3.2 A GEOGRAFIA FIGURATIVA DO NACIONAL: DESCONSTRUINDO

PIRÂMIDES

A escolha de fazer a leitura do par estado-nação, no universo narrativo, a partir das vozes literárias das escritoras compartilha com Scott (1988) a imagem da resistência e interage com uma abertura à temática, por colocar no foco da atenção a recriação de uma nação com uma certa independência da ideia abstrata de Estado, inclusive por apresentar-se como uma proposta micro-sentida, em uma escala espacial afetiva e de tensões que são as relações de família e por ilustrar, como já sinalizara Saffioti (2009), ao abordar as relações e as distribuições diferenciadas de quotas de poder, a capacidade da negociação feminina:

E você, Odete, preocupa-se com o Brasil? Envergonhada, Odete não sabia onde pôr as mãos. O que havia no Brasil que merecesse tantos cuidados ou uma resposta firme, naquela hora? Acaso deveria falar de Getúlio, de Chico Alves?
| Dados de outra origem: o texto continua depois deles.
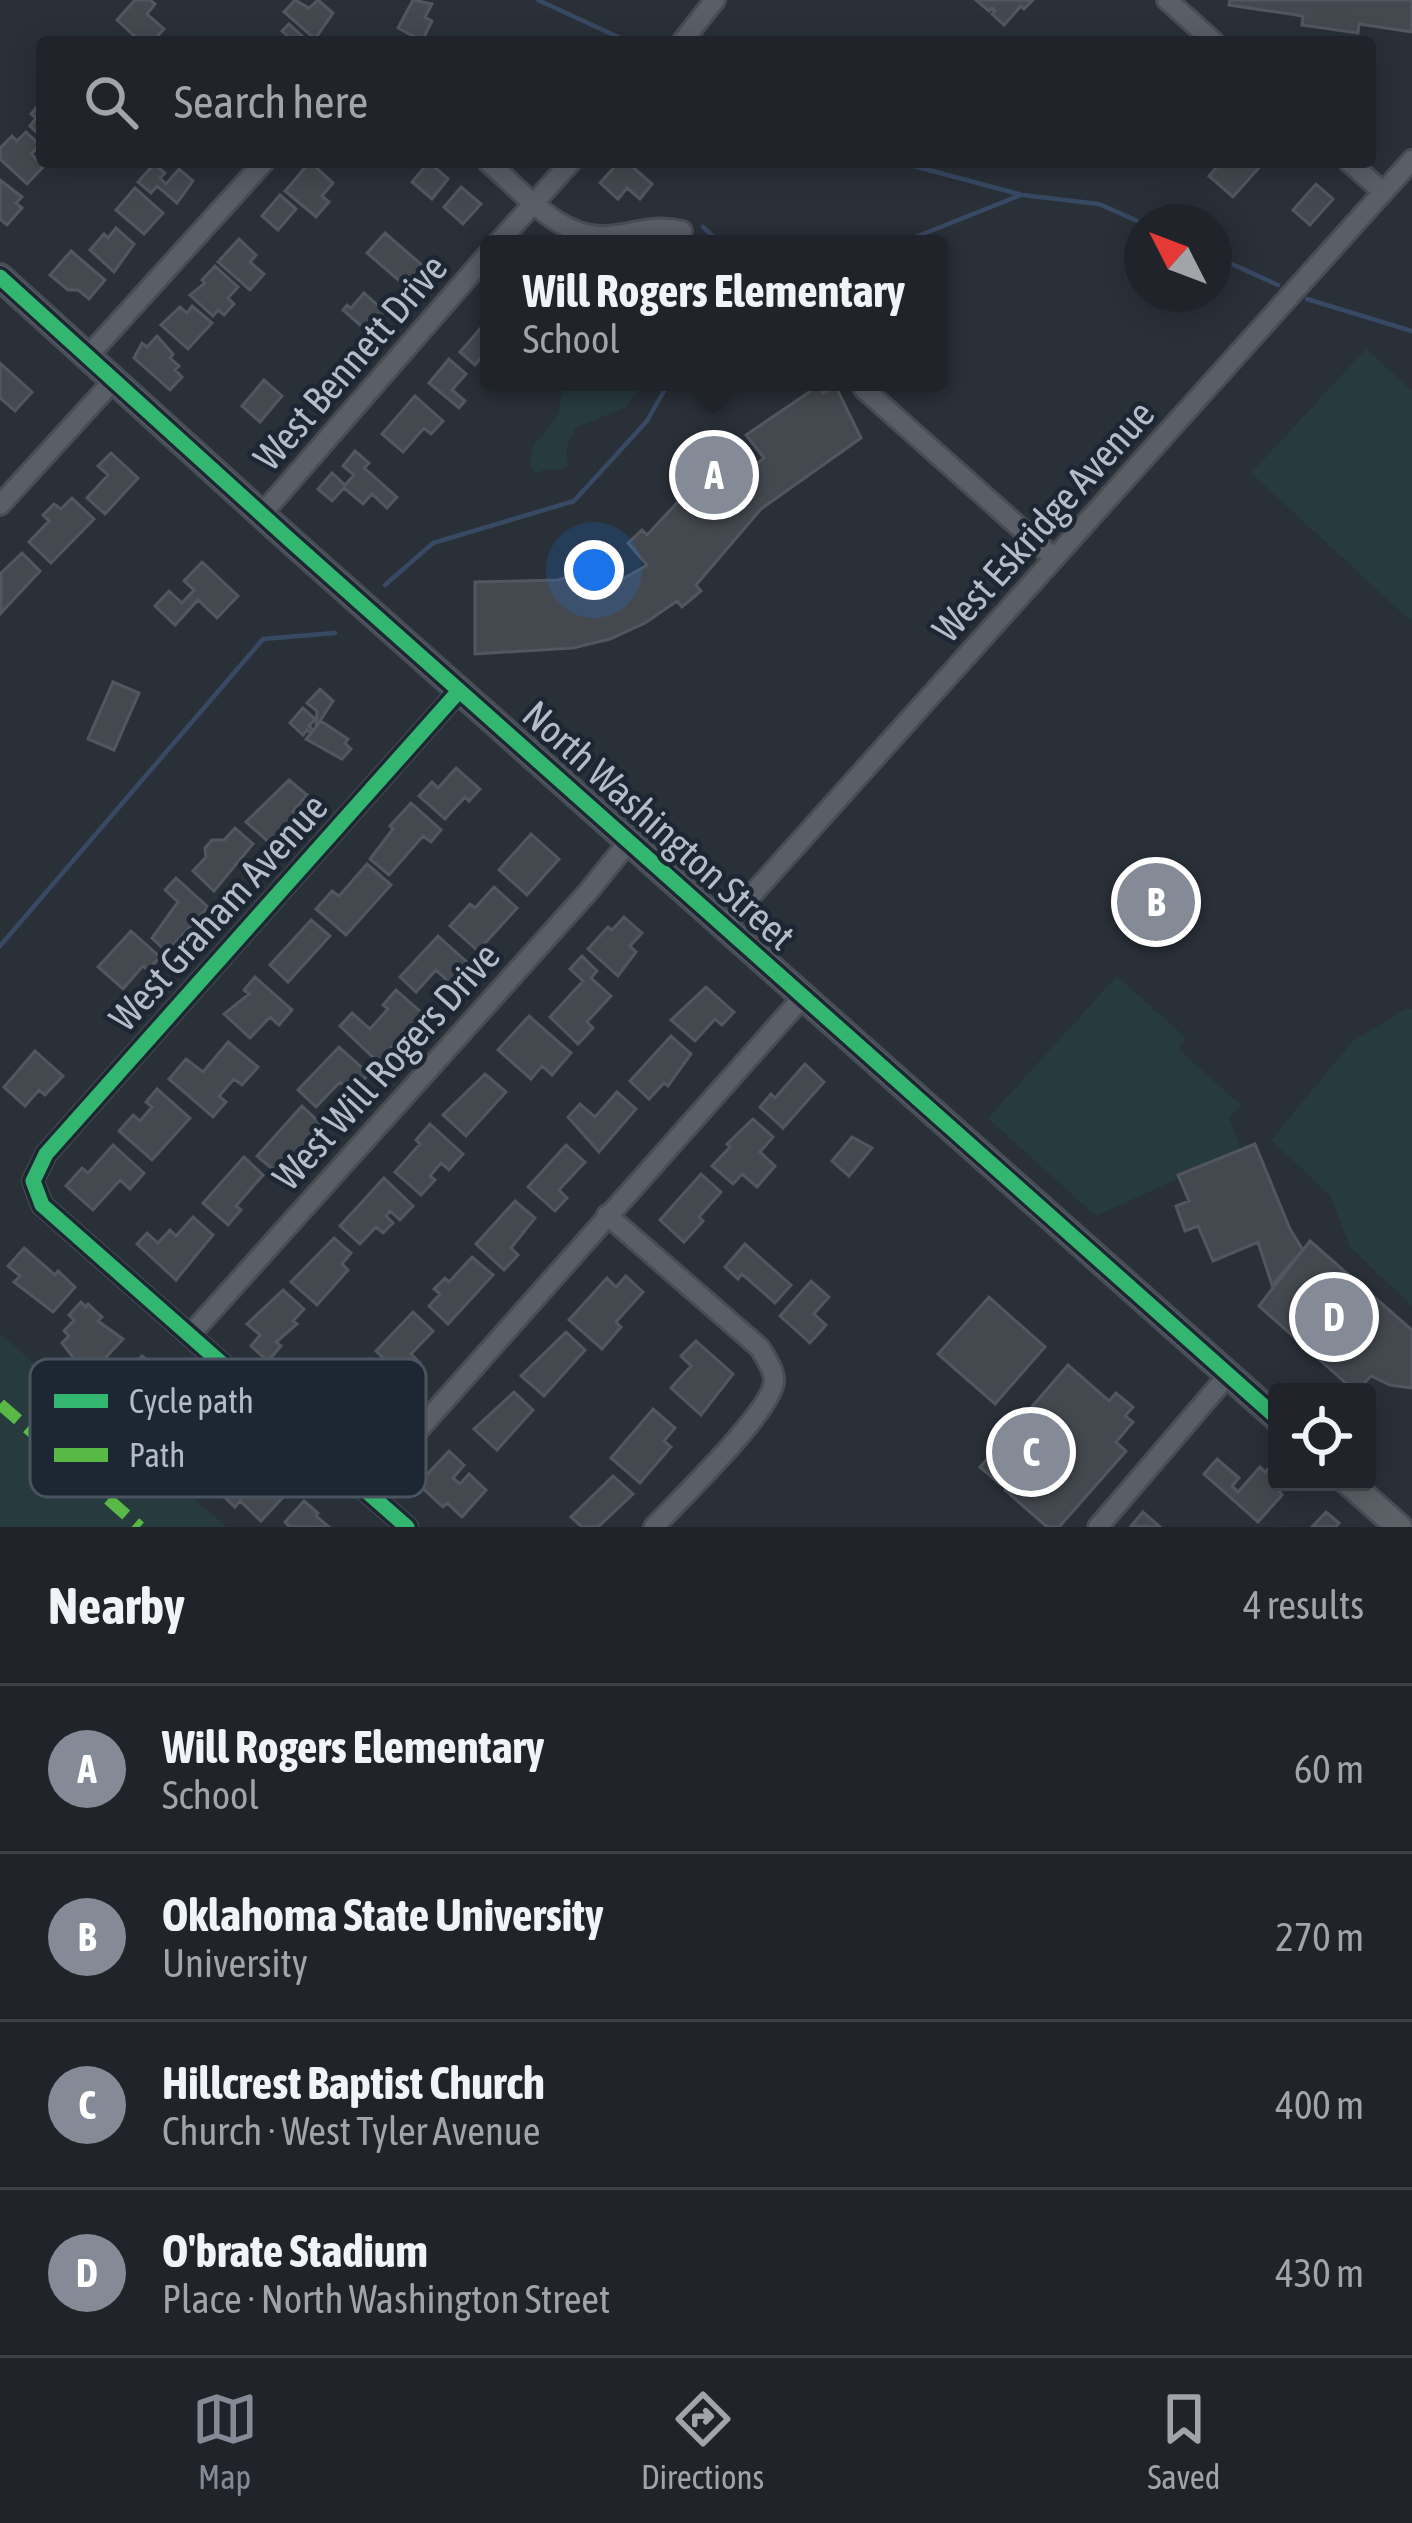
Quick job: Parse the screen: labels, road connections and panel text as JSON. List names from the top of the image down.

Como se fosse de fato possível alguém falar do seu país, dele dizer coisas parecidas ao que se diz, por exemplo, a uma pessoa de quem se gosta? Não sei dona Eulália. Acho que sim. Só que eu não sei bem como o Brasil é. É sempre difícil entender o país da gente. A senhora não acha? (PIÑON, 1984, p. 432).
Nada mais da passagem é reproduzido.